“Little Miss Muffet sat on a tuffet
Eating her curds and whey.
Along came a spider,
Who sat down beside her
And said, ‘Hey, what’s in the bowl, bitch?’
—The Diceman
Andrew Dice Clay really knows how to push people’s buttons.
In 1989, the controversial comedian was banned for life from MTV after lacing his awards show shtick with nasty nursery rhymes. In 1990, citing his penchant for lacing his standup routines that tended toward misogyny and homophobia, songstress Sinead O’ Connor and cast member Nora Dunn bowed out of a Saturday Night Live performance when they learned Clay would be the featured guest. 20th Century Fox tore up a contract he had with them. This year, he was the first to be fired by gazillionaire Donald Trump on his boob tube show, The Apprentice.
With a cigarette in one hand—these days, they’re still present, but not lit—and a microphone in the other, there’s no denying that the leather jacket-wearing comedian and sometimes-actor stormed the late 1980s and early 1990s with his own particular, peculiar form of comedy.
“Nursery Rhymes,” Clay’s 1987 compilation of stories that most definitely would not be read to children at bedtime, is a good starting point for looking at what, at the time, made him both famous and infamous—all at the same time. While some Mother Goose missives are pretty funny without going over the top—for example, “Little Boy Blue: He needed the money”—others, which include everything from bestiality to domestic abuse to oral sex and back again, turned audiences in an opposite direction. (Still, I suspect some who dissed him back then were secretly listening to the album in private and sharing it will all their friends).

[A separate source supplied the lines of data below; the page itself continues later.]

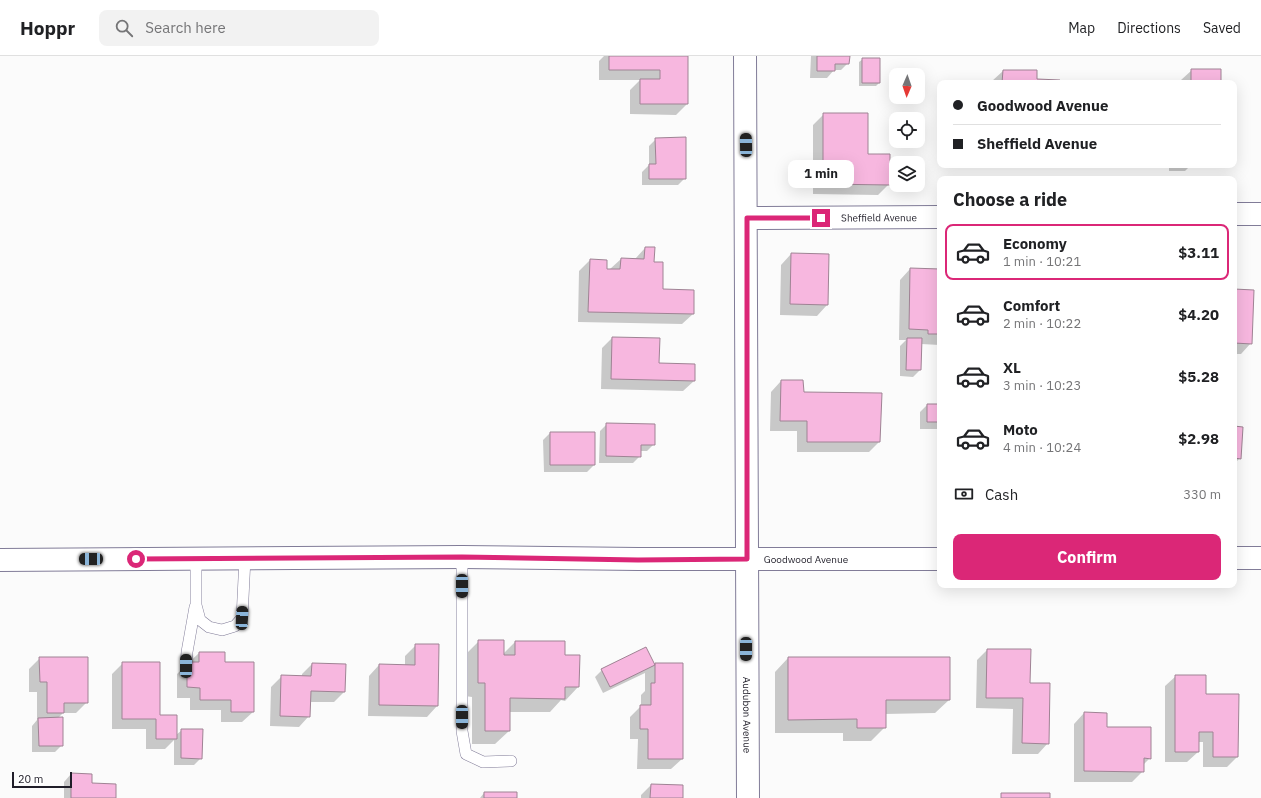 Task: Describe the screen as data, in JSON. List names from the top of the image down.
{
  "streets": {
    "street": ["Sheffield Avenue", "Goodwood Avenue", "Audubon Avenue"]
  },
  "crossings": [
    ["Sheffield Avenue", "Audubon Avenue"],
    ["Goodwood Avenue", "Audubon Avenue"]
  ],
  "scale_bar": "20 m",
  "north": "bottom",
  "page": {
    "header": "Hoppr",
    "search": "Search here",
    "nav": ["Map", "Directions", "Saved"],
    "banner": ["Goodwood Avenue", "Sheffield Avenue"],
    "bubble": "1 min",
    "heading": "Choose a ride",
    "list": [
      {
        "name": "Economy",
        "note": "1 min · 10:21",
        "value": "$3.11"
      },
      {
        "name": "Comfort",
        "note": "2 min · 10:22",
        "value": "$4.20"
      },
      {
        "name": "XL",
        "note": "3 min · 10:23",
        "value": "$5.28"
      },
      {
        "name": "Moto",
        "note": "4 min · 10:24",
        "value": "$2.98"
      }
    ],
    "pay": ["Cash", "330 m"],
    "buttons": "Confirm",
    "scale": "20 m"
  }
} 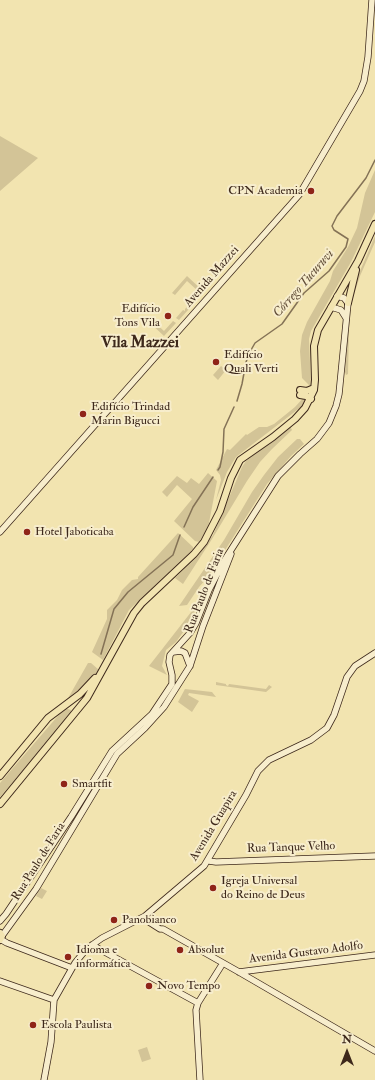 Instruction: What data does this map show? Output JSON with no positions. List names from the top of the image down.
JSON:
{
  "streets": {
    "street": [
      "Avenida Mazzei",
      "Rua Paulo de Faria",
      "Avenida Guapira",
      "Rua Tanque Velho",
      "Avenida Gustavo Adolfo"
    ]
  },
  "crossings": [
    ["Avenida Guapira", "Rua Tanque Velho"]
  ],
  "districts": ["Vila Mazzei"],
  "water": ["Córrego Tucuruvi"],
  "places": [
    "CPN Academia",
    "Edifício Tons Vila",
    "Edifício Quali Verti",
    "Edifício Trindad Marin Bigucci",
    "Hotel Jaboticaba",
    "Smartfit",
    "Igreja Universal do Reino de Deus",
    "Panobianco",
    "Absolut",
    "Idioma e informática",
    "Novo Tempo",
    "Escola Paulista"
  ],
  "north": "top"
} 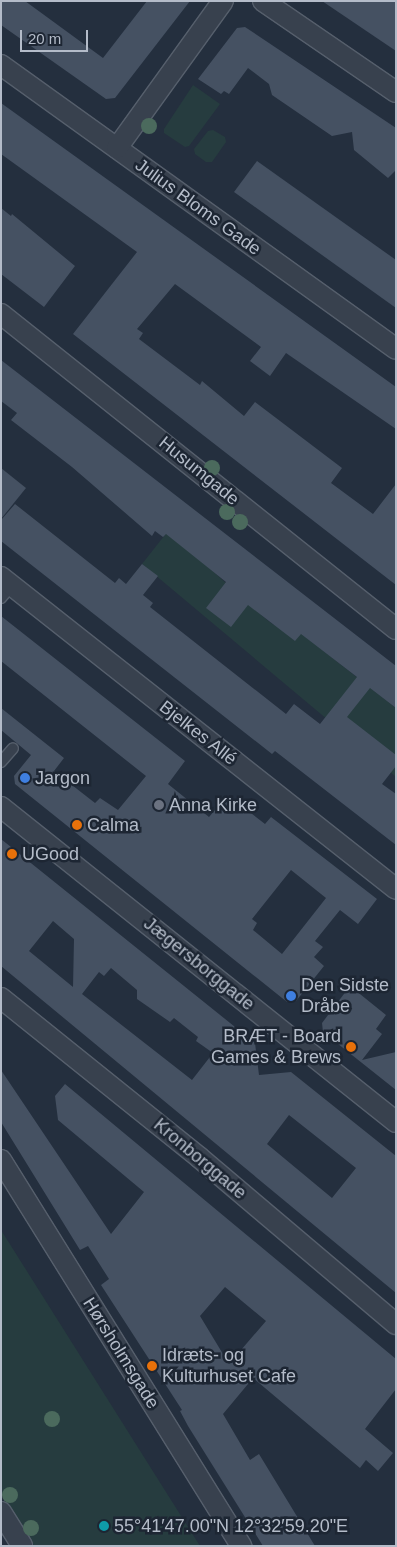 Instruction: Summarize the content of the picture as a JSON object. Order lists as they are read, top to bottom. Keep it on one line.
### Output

Is it any wonder, then, that Clay’s soon-to-be-released album is dubbed Filthy Animal? Probably not.
While he’s made a career out of being a bad boy, there’s no denying that his “Diceman” persona—which he’s said, numerous times, is completely an act—has paid off. Platinum albums, sold-out arenas and television specials made him a financial success, and, all these years later, he’s still doing what he can to make people laugh (or cringe, as the case may be).
In a recent interview with the Boston weekly Dig, Clay says the years have changed him as a comic. But, he adds, it’s an improvement: “Over the years doing comedy, you just get better,” he said. “I’m a way better comic than I ever was. I mean, if I was going to do a special in a month, I wouldn’t ever rehearse for it, and I’d go up and do an incredible special. I’d more or less work on it as I walk around on the street. Ten years ago or 20 years ago or whatever, I’d go up on stage every night and rehearse exactly how I was I was going to do those bits.”
Is it a gamble to purchase tickets for Clay’s Nov. 20-21 performances at the Swinomish Northern Lights Casino? Perhaps, but you’ll never hear his stories from the road as he fights to get back on top unless you roll the dice. Oh, and it probably goes without saying that this particular show may be for the young at heart, but it’s definitely not for kids.